Je zou verwachten dat in de cultuursector en door beleidsmakers dergelijke resultaten in de etalage worden gezet. Helaas geldt vaak het omgekeerde: keer op keer wordt gesteld dat het niet over dergelijke ‘extrinsieke waarden’ zou moeten gaan. De cultuursector wil het vooral over kunst om de kunst en artistieke waarde hebben. En daarmee wordt de amateurkunstenaar naar de coulissen verwezen, want het leveren van artistieke prestaties is voor de meeste amateurkunstenaars niet het eerste doel en beleidsmakers willen zich niet branden aan een artistiek oordeel over de amateurkunst.
Voormalig dirigent van meerdere harmonieorkesten Johan Boonekamp en auteur Revitalisering Amateurkunst zei hierover:
‘Het is belangrijk om de amateurkunst veel zichtbaarder te maken en te agenderen, vooral waar het gaat om de maatschappelijke- en sociale impact. Het besef vergroten dat verbindingen in de samenleving, samen met de sportsector, vaak via amateurkunstverenigingen en informele kunstgroepen verlopen. Wat ik zo mooi vind is, naast de prachtige zeggingskracht van vele amateurmakers, de enorme sociale verbinding die de letterlijk miljoenen amateurkunstenaars in Nederland realiseren. Amateurkunst is een humuslaag voor de sociale cohesie en hét middel voor participatie.’
Wankele positie amateurkunst
Desondanks is de amateurkunst kwetsbaar. Beoefening in groepsverband is door corona en bijbehorende lockdowns flink gedaald.3 Op de ondersteuning van amateurkunstgroepen wordt al jaren door diverse overheden bezuinigd. Terwijl juist een sector die draait op veel vrijwilligers ondersteuning nodig heeft om mee te bewegen met de veranderende tijd. Bestuursleden zijn minder langdurig of intensief aan verenigingen verbonden en hebben daarom geen tijd om naar het grotere plaatje te kijken – om bijvoorbeeld een fusie met een andere vereniging te regelen of om te werken aan nieuwe verenigingsvormen.
In Nederland spreken we onze waardering voor amateurkunstbeoefening en trots op deze mooie sector maar weinig uit, terwijl zoveel mensen er voldoening uithalen en mooie prestaties leveren. Er zijn bijvoorbeeld maar weinig professionele kunstenaars die vertellen over waar hun carrière ooit is begonnen, terwijl dat toch in de amateursector is geweest.

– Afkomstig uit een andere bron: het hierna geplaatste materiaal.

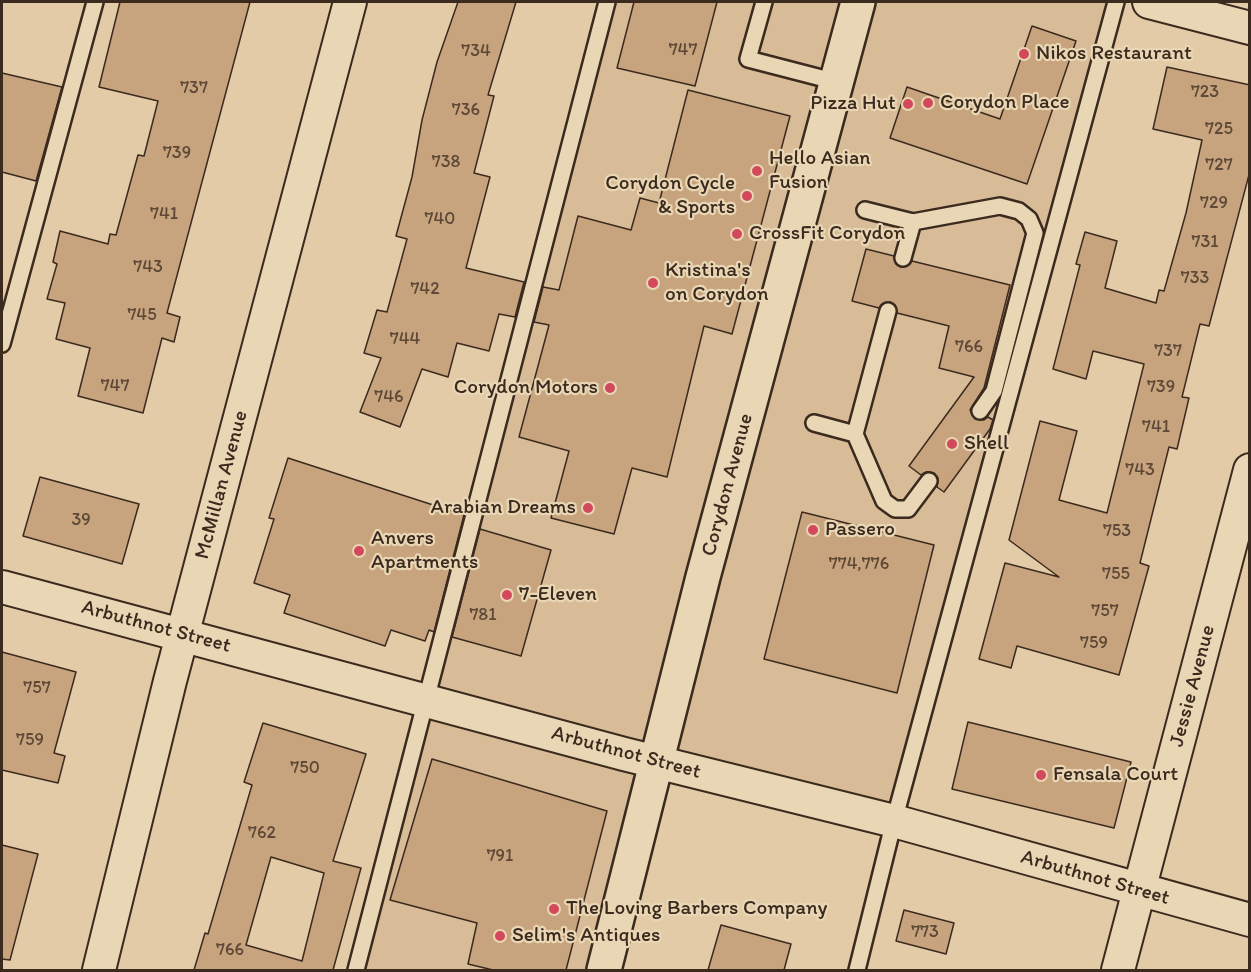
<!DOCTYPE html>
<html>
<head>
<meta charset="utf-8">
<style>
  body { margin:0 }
  #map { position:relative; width:1251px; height:972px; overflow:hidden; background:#e4cba7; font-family:Itim,sans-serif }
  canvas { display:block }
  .frame { position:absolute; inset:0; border:3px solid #3b2a1e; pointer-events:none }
</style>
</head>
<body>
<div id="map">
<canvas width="1251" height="972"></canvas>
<div class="frame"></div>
</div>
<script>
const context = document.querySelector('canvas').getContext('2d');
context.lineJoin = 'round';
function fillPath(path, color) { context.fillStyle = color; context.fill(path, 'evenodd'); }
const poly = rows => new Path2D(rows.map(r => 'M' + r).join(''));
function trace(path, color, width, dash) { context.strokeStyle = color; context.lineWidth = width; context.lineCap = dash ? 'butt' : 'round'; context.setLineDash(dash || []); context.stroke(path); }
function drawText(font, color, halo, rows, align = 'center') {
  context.font = font + ' Itim,sans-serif'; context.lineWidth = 4.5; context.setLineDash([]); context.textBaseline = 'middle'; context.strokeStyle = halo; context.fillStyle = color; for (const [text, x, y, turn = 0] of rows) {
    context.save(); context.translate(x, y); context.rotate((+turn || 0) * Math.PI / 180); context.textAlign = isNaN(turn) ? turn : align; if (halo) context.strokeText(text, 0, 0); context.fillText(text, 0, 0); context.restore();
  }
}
fillPath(poly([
  [608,2,1116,2,894,821,671,762,603,970,356,970]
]), '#d8bc98');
const building = poly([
  [120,2,250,2,167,313,180,317,174,342,162,338,143,413,78,396,90,348,56,339,65,303,47,299,57,264,53,262,60,231,108,244,110,234,116,235,138,155,144,156,158,101,99,87,120,2],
  [458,2,516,2,488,95,494,96,474,173,490,177,466,268,524,282,515,317,499,314,489,351,457,343,448,377,422,369,400,427,360,412,381,358,364,353,377,310,387,312,407,239,396,236,412,177,422,120,437,62,458,2],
  [634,2,717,2,695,86,617,68,634,2],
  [1032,26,1076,41,1027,184,890,138,907,87,1000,119,1032,26],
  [1167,67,1250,85,1250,171,1209,326,1200,324,1182,397,1189,398,1177,449,1169,447,1140,563,1149,566,1119,675,1017,646,1011,668,979,659,1005,563,1059,577,1009,540,1040,421,1077,431,1059,500,1107,513,1144,364,1093,351,1086,379,1053,369,1080,265,1076,264,1085,232,1117,241,1105,288,1156,303,1159,290,1164,291,1186,213,1202,140,1153,129,1167,67],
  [2,73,62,87,36,181,2,172,2,73],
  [688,90,790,116,732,334,704,326,667,477,632,468,614,534,551,518,569,451,519,437,549,325,534,322,543,287,559,290,578,216,631,230,640,198,659,203,688,90],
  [866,249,894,256,896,264,901,267,909,265,912,261,1010,285,984,388,970,410,975,419,984,420,988,417,993,420,990,429,944,492,937,487,938,478,934,473,926,472,921,475,909,466,974,377,939,368,949,326,897,313,895,305,890,302,882,304,879,308,852,301,866,249],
  [288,458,464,515,434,632,429,630,425,641,391,630,385,646,284,613,290,595,254,583,274,519,269,518,288,458],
  [40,477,139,504,122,564,23,536,40,477],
  [802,512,934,545,897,693,764,659,802,512],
  [480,529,551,550,521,656,452,637,480,529],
  [2,652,76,672,54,753,65,756,58,783,2,770,2,652],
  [968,722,1131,762,1114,828,952,789,968,722],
  [263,723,366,754,333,861,361,868,333,970,194,970,205,933,208,934,252,785,244,782,263,723],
  [271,857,324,873,302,961,246,945,271,857],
  [432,759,607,811,566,970,493,970,468,964,477,923,390,900,432,759],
  [2,845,38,854,10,960,2,959,2,845],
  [904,910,954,923,946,954,896,941,904,910],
  [721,925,791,944,784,970,708,970,721,925]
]);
fillPath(building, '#c7a47e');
trace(building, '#3b2a1e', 1.5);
const lane = poly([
  [764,2,748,59,837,82],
  [865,210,913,222,903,258],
  [913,222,1000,206,1019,211,1029,219,1035,233,994,391,980,411],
  [2,344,95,2],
  [814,423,855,434,888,311],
  [855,434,884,501,895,509,908,509,929,481],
  [356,970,607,2],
  [857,970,894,821,1116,2]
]);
const street = poly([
  [1149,2,1250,28],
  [2,587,624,754,894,821,1250,920],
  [99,970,170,681,350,2],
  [1118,970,1250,470]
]);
const secondary = poly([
  [604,970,703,577,858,2]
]);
trace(lane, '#3b2a1e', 20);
trace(street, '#3b2a1e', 36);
trace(secondary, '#3b2a1e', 38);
trace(lane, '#e9d6b4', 15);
trace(street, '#e9d6b4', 32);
trace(secondary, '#e9d6b4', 33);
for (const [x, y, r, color] of [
  [1024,54,6,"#d1495b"],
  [928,103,6,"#d1495b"],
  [908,104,6,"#d1495b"],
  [757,171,6,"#d1495b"],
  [747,196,6,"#d1495b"],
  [737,234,6,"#d1495b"],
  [653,283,6,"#d1495b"],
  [610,388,6,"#d1495b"],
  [952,444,6,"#d1495b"],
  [588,508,6,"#d1495b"],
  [813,530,6,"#d1495b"],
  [359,551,6,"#d1495b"],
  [507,595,6,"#d1495b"],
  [1041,775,6,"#d1495b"],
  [554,909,6,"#d1495b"],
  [500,936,6,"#d1495b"]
]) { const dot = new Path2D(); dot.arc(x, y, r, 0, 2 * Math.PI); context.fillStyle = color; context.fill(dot); trace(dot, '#e9d6b4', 2); }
drawText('18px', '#5e4836', null, [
  ["747",683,50],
  ["734",476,51],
  ["737",194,88],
  ["723",1205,92],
  ["736",466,110],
  ["725",1219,129],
  ["739",177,153],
  ["738",446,162],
  ["727",1219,165],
  ["729",1214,203],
  ["741",164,214],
  ["740",440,219],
  ["731",1205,242],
  ["743",148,267],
  ["733",1195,278],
  ["742",425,289],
  ["745",142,315],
  ["744",405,339],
  ["766",969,347],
  ["737",1168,351],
  ["747",115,386],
  ["739",1161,387],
  ["746",389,397],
  ["741",1156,427],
  ["743",1140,470],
  ["39",81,520],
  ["753",1117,531],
  ["774,776",859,564],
  ["755",1116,574],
  ["757",1105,611],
  ["781",483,615],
  ["759",1094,643],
  ["757",37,688],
  ["759",30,740],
  ["750",305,768],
  ["762",262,833],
  ["791",500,856],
  ["773",925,932],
  ["766",230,950]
]);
drawText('21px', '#3b2a1e', '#e9d6b4', [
  ["Nikos Restaurant",1036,54],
  ["Corydon Place",940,103],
  ["Pizza Hut",896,104,"right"],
  ["Hello Asian",769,159],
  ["Fusion",769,183],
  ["Corydon Cycle",735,184,"right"],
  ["& Sports",735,208,"right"],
  ["CrossFit Corydon",749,234],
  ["Kristina's",665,271],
  ["on Corydon",665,295],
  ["Corydon Motors",598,388,"right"],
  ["Shell",964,444],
  ["Arabian Dreams",576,508,"right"],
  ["Passero",825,530],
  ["Anvers",371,539],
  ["Apartments",371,563],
  ["7-Eleven",519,595],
  ["Fensala Court",1053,775],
  ["The Loving Barbers Company",566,909],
  ["Selim's Antiques",512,936]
], 'left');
drawText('21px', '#3b2a1e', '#e9d6b4', [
  ["McMillan Avenue",222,485,-75],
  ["Corydon Avenue",728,485,-75],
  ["Arbuthnot Street",156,627,15],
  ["Jessie Avenue",1193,686,-75],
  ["Arbuthnot Street",626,753,15],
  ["Arbuthnot Street",1095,878,16]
]);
</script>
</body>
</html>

Zet amateurkunst beter op de kaart
Het plezier, de verbinding en de verbeeldingskracht van amateurkunstenaars zijn waardevol voor individu en samenleving. We moeten ondersteunen dat amateurkunstenaars dit blijven doorgeven aan de volgende generatie. Politiek en beleid kunnen amateurkunst beter op de kaart zetten door het scheppen van langetermijnperspectief op financiering, het in positie brengen van de kunstprofessionals door opleiding en gepaste vergoeding, en door te zorgen voor passende kaders voor overheidssteun:
1. Investeer duurzaam in amateurkunst
Vanuit de herstelmiddelen investeert het Rijk op dit moment in amateurkunst. Herstel is belangrijk en urgent, maar het is belangrijk nu door te pakken en de ondersteuning van amateurkunst, door rijk, provincies en gemeenten samen, voor de lange termijn te regelen.
De aanbevelingen in het rapport Revitalisering amateurkunst4 bieden hiervoor concrete actiepunten voor de periode 2025-2028: lanceer een programma amateurkunst dat landelijke en regionale ondersteuning van amateurkunst regelt en zorg voor financiële middelen om dat mogelijk te maken.

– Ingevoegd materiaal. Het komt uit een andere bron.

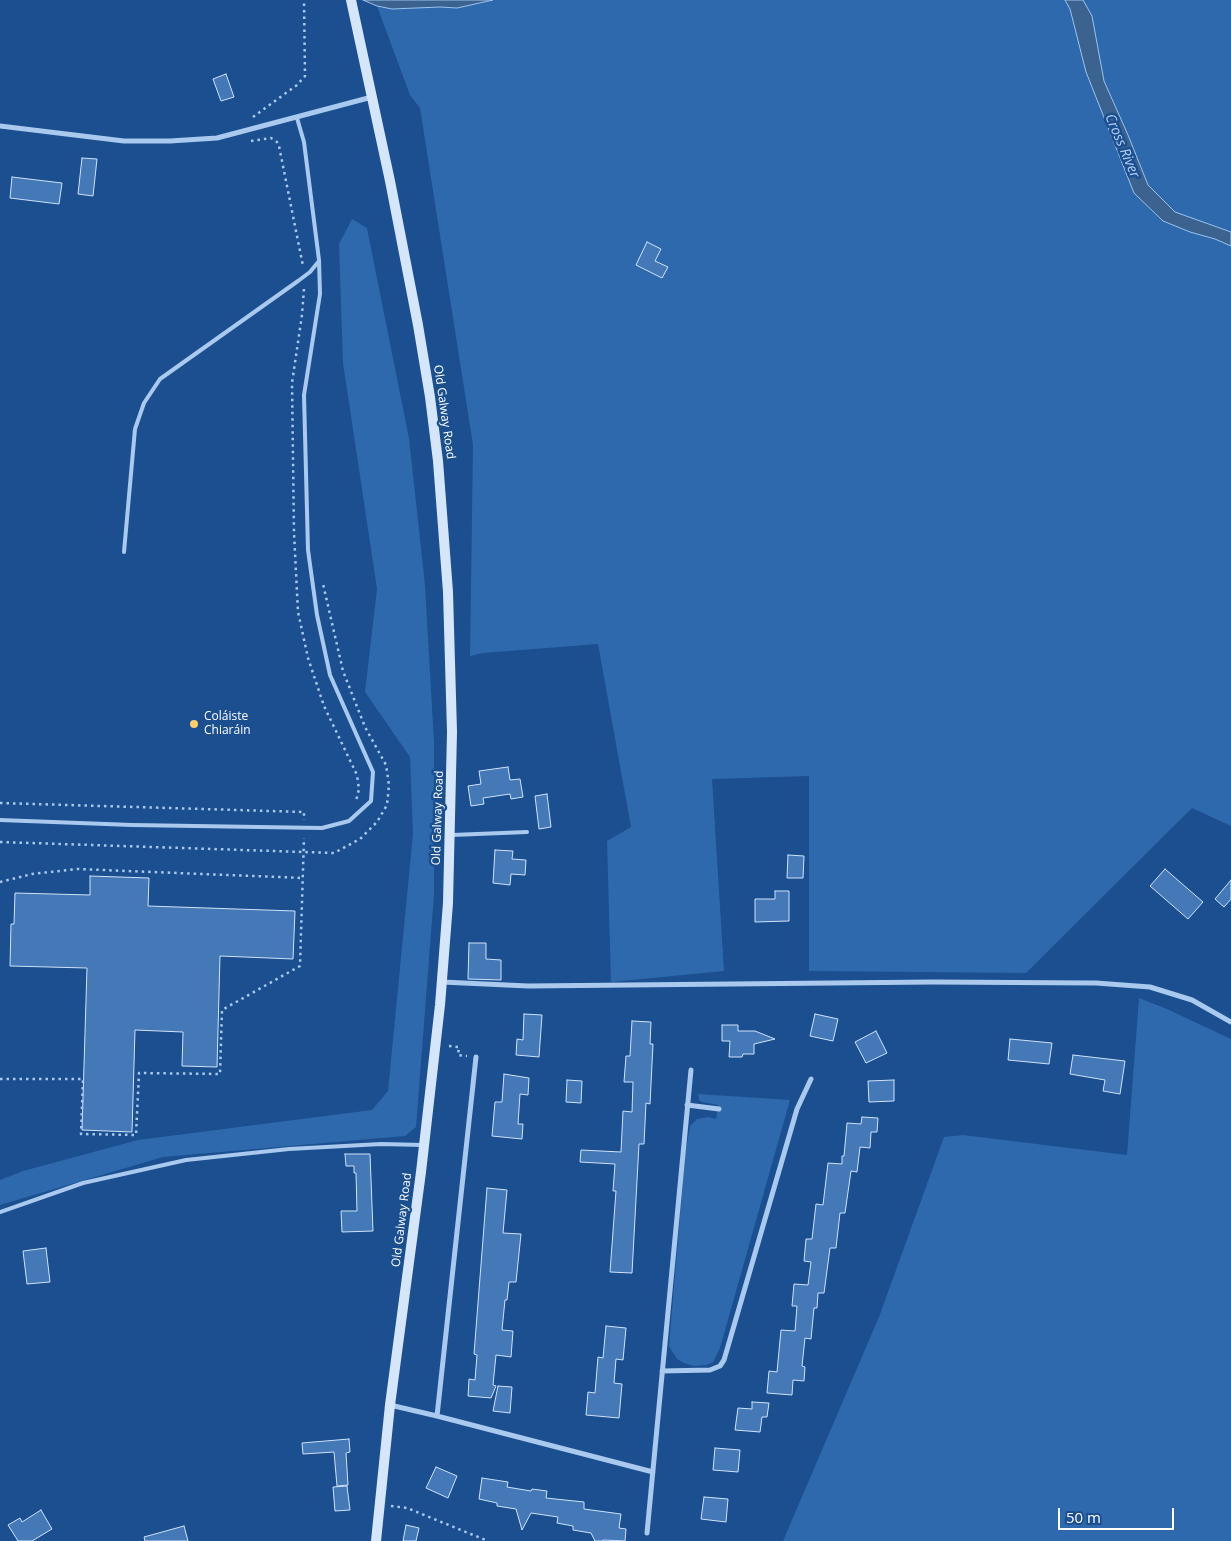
<!DOCTYPE html>
<html>
<head>
<meta charset="utf-8">
<style>
  body { margin:0 }
  #map { position:relative; width:1231px; height:1541px; overflow:hidden; background:#1b4f8f; font-family:"Open Sans",sans-serif }
  canvas { display:block }
  .scale { position:absolute; left:1058px; top:1508px; width:116px; height:22px; box-sizing:border-box; border:2px solid #fff; border-top:0; padding-left:6px; font-size:15px; line-height:18px; white-space:nowrap; color:#fff; -webkit-text-stroke:4px #1b4f8f; paint-order:stroke }
</style>
</head>
<body>
<div id="map">
<canvas width="1231" height="1541"></canvas>
<div class="scale">50 m</div>
</div>
<script>
const ctx = document.querySelector('canvas').getContext('2d');
ctx.lineJoin = 'round';
function fill(path, color) {
  ctx.fillStyle = color;
  ctx.fill(path, 'evenodd');
}
function toPath(rows) {
  const path = new Path2D();
  for (const r of rows) {
    path.moveTo(r[0], r[1]);
    for (let i = 2; i < r.length; i += 2) path.lineTo(r[i], r[i + 1]);
  }
  return path;
}
function strokePath(path, color, width, dash) {
  ctx.strokeStyle = color;
  ctx.lineWidth = width;
  ctx.lineCap = dash ? 'butt' : 'round';
  ctx.setLineDash(dash || []);
  ctx.stroke(path);
}
function drawText(font, color, halo, rows, align = 'center') {
  ctx.font = font + ' "Open Sans",sans-serif';
  ctx.lineWidth = 5;
  ctx.setLineDash([]);
  ctx.textBaseline = 'middle';
  ctx.strokeStyle = halo;
  ctx.fillStyle = color;
  for (const [text, x, y, turn = 0] of rows) {
    ctx.save();
    ctx.translate(x, y);
    ctx.rotate((+turn || 0) * Math.PI / 180);
    ctx.textAlign = isNaN(turn) ? turn : align;
    if (halo) ctx.strokeText(text, 0, 0);
    ctx.fillText(text, 0, 0);
    ctx.restore();
  }
}
const green = toPath([
  [493,0,1065,0,1070,9,1134,193,1163,221,1190,232,1215,239,1231,246,1231,826,1192,808,1026,973,809,971,809,776,712,779,724,971,611,982,607,841,631,827,598,644,483,653,470,656,473,445,420,108,410,95,377,6,392,9,440,7,457,8],
  [1083,0,1231,0,1231,232,1175,212,1148,185,1128,135,1104,81,1092,16],
  [352,219,367,228,409,438,425,585,434,742,434,894,416,1127,405,1136,163,1157,0,1205,0,1180,23,1171,138,1140,372,1110,388,1091,413,834,410,757,365,692,377,589,343,363,339,244],
  [1139,998,1167,1009,1231,1039,1231,1541,783,1541,879,1317,944,1137,963,1135,1127,1155],
  [698,1094,790,1100,720,1348,713,1362,707,1365,694,1366,684,1363,677,1359,669,1346,685,1156,690,1126,697,1119,708,1117,716,1119,718,1105,702,1102,699,1100]
]);
const water = toPath([
  [363,0,493,0,457,8,440,7,392,9,377,6,363,0],
  [1065,0,1083,0,1092,16,1104,81,1128,135,1148,185,1175,212,1231,232,1231,246,1215,239,1190,232,1163,221,1134,193,1086,72,1070,9,1065,0]
]);
const building = toPath([
  [226,74,234,97,221,101,213,79,226,74],
  [82,158,97,159,93,196,78,194,82,158],
  [12,177,62,183,59,204,10,198,12,177],
  [647,242,661,249,655,261,668,267,662,278,636,265,647,242],
  [508,767,510,780,520,779,523,797,511,799,510,794,483,798,484,804,471,806,468,786,481,784,479,771,508,767],
  [547,794,551,827,539,829,535,796,547,794],
  [495,850,513,851,512,859,526,860,525,875,511,874,510,885,493,883,495,850],
  [788,855,804,856,803,878,787,878,788,855],
  [1165,869,1203,902,1188,919,1150,886,1165,869],
  [90,876,149,878,148,906,295,911,293,959,220,956,217,1067,182,1066,183,1032,135,1030,132,1132,82,1130,87,968,10,966,11,924,14,924,15,893,90,895,90,876],
  [1231,880,1231,899,1224,907,1215,899,1231,880],
  [775,891,789,891,789,921,755,922,755,899,775,899,775,891],
  [469,943,486,943,486,959,501,960,501,980,468,979,469,943],
  [524,1014,542,1015,539,1057,516,1055,517,1039,523,1040,524,1014],
  [815,1014,838,1019,833,1041,810,1036,815,1014],
  [632,1021,651,1022,650,1044,653,1044,650,1104,646,1103,644,1144,639,1144,632,1273,610,1272,616,1191,613,1191,615,1164,580,1162,581,1150,621,1152,623,1111,632,1112,633,1082,624,1082,626,1056,630,1056,632,1021],
  [722,1025,738,1025,738,1031,755,1031,775,1039,754,1044,754,1054,743,1054,742,1057,729,1057,730,1041,722,1041,722,1025],
  [876,1031,887,1053,866,1063,855,1042,876,1031],
  [1010,1039,1052,1043,1049,1064,1008,1060,1010,1039],
  [1073,1055,1125,1061,1120,1094,1103,1091,1105,1080,1070,1074,1073,1055],
  [504,1074,529,1078,528,1095,520,1094,518,1124,523,1124,522,1139,492,1136,495,1102,502,1102,504,1074],
  [567,1080,582,1081,581,1103,566,1102,567,1080],
  [894,1080,894,1101,869,1102,868,1081,894,1080],
  [862,1117,878,1118,877,1132,871,1132,870,1148,860,1147,857,1172,851,1171,845,1213,840,1213,836,1248,830,1248,824,1293,818,1293,817,1308,814,1308,811,1339,805,1338,802,1366,805,1367,804,1381,793,1380,792,1395,767,1393,769,1371,777,1372,781,1330,795,1331,797,1306,792,1306,794,1284,808,1285,811,1262,804,1261,806,1239,812,1239,816,1204,823,1205,828,1163,842,1164,842,1156,844,1156,847,1123,861,1124,862,1117],
  [345,1154,370,1154,373,1231,342,1232,341,1211,357,1211,356,1173,354,1173,354,1166,346,1166,345,1154],
  [487,1188,507,1190,503,1233,521,1234,516,1282,509,1282,507,1300,505,1300,502,1330,513,1331,511,1357,496,1355,493,1385,496,1386,491,1398,468,1396,469,1379,475,1380,477,1355,474,1354,487,1188],
  [46,1248,50,1282,27,1284,23,1251,46,1248],
  [606,1326,626,1328,623,1360,616,1359,614,1383,622,1384,619,1418,586,1415,588,1392,595,1393,598,1357,603,1358,606,1326],
  [498,1386,512,1387,510,1413,493,1411,498,1386],
  [752,1402,769,1403,767,1417,762,1417,760,1432,735,1430,738,1408,752,1409,752,1402],
  [349,1439,350,1452,346,1453,348,1485,337,1486,334,1452,303,1454,302,1443,349,1439],
  [715,1448,740,1450,738,1472,713,1470,715,1448],
  [436,1467,457,1476,448,1498,426,1488,436,1467],
  [482,1478,508,1482,507,1487,531,1491,532,1489,547,1491,546,1498,584,1502,584,1509,621,1514,619,1528,626,1529,625,1541,603,1540,603,1541,595,1541,591,1533,573,1530,573,1526,557,1523,558,1517,531,1513,522,1530,516,1509,497,1506,497,1503,479,1499,482,1478],
  [347,1486,350,1510,335,1511,333,1487,347,1486],
  [704,1497,728,1499,726,1522,701,1519,704,1497],
  [41,1510,52,1529,32,1541,18,1541,8,1525,20,1518,22,1522,41,1510],
  [406,1525,419,1528,416,1541,403,1541,406,1525],
  [184,1526,188,1541,145,1541,144,1537,184,1526]
]);
const path = toPath([
  [253,117,297,85,305,76,304,0],
  [251,141,271,138,277,142,279,146,303,266],
  [304,289,302,315,292,383,294,533,298,612,308,658,324,706,357,775,359,789,356,801],
  [0,803,304,812,304,820],
  [0,842,334,853,360,839,377,822,387,805,389,785,386,765,365,727,343,671,323,584],
  [0,882,32,874,77,869,303,878],
  [449,1046,459,1047,458,1055,467,1056],
  [0,1079,83,1079,81,1134,136,1135,139,1073,220,1074,222,1010,300,966,304,838],
  [391,1506,407,1508,488,1541]
]);
const lane = toPath([
  [124,552,135,429,144,403,160,379,298,281,310,272,319,261],
  [0,820,132,825,322,828,349,821,371,801,373,772,330,675,317,615,308,550,304,395,320,294,319,260,304,142,297,118],
  [452,835,527,832],
  [0,1212,83,1183,186,1160,289,1149,381,1144,424,1145]
]);
const street = toPath([
  [0,126,124,141,170,141,217,138,372,97],
  [442,982,528,986,933,982,1096,983,1150,987,1192,1000,1231,1022],
  [687,1105,719,1109],
  [662,1371,710,1370,720,1366,724,1360,797,1109,811,1079],
  [390,1405,437,1416,476,1057],
  [437,1416,653,1472],
  [647,1533,691,1070]
]);
const secondary = toPath([
  [351,0,390,181,418,325,430,397,438,461,448,592,452,732,448,903,440,1005,421,1172,390,1405,376,1541]
]);
const markers = [
  [194,724,5,"#ffd166"]
];
const streetNames = [
  ["Old Galway Road",444,412,82],
  ["Old Galway Road",438,818,-88],
  ["Old Galway Road",402,1220,-83]
];
const poiNames = [
  ["Coláiste",204,717],
  ["Chiaráin",204,731]
];
const waterNames = [
  ["Cross River",1122,146,67]
];
fill(green, '#2e69ad');
fill(water, '#3c6290');
strokePath(water, '#9cc4f0', 1);
fill(building, '#4478b7');
strokePath(building, '#cfe3fa', 1);
strokePath(path, '#a9c9ee', 2.5, [2.5, 4]);
strokePath(lane, '#a9c9ee', 4);
strokePath(street, '#a9c9ee', 5);
strokePath(secondary, '#d6e6fa', 10);
for (const [x, y, r, color] of markers) {
  const dot = new Path2D();
  dot.arc(x, y, r, 0, 2 * Math.PI);
  ctx.fillStyle = color;
  ctx.fill(dot);
  strokePath(dot, '#1b4f8f', 2);
}
drawText('12px', '#fff', '#1b4f8f', streetNames);
drawText('12px', '#fff', '#1b4f8f', poiNames, 'left');
drawText('italic 14px', '#b5d3f5', '#1b4f8f', waterNames);
</script>
</body>
</html>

2. Vergeet de professional in de amateurkunst niet
Zonder de juiste professionals (dirigenten, regisseurs, docenten) kan de sector niet draaien. Zorg dat opleidingen op deze beroepspraktijk voorbereiden. En zorg ook in dit deel van de markt dat fair practice de norm is.5
3. Zorg voor een passend beoordelings- en financieringskader
In de cultuursector lijk je alleen te kunnen scoren met (artistieke) vernieuwing6, terwijl de amateurkunst daar niet primair om draait. Zorg dus voor passende beoordelingscriteria en maak zo duurzame financiering van een infrastructuur gericht op kunstbeoefening mogelijk.
Noten
Reageer (je reactie verschijnt na goedkeuring, vanwege spam)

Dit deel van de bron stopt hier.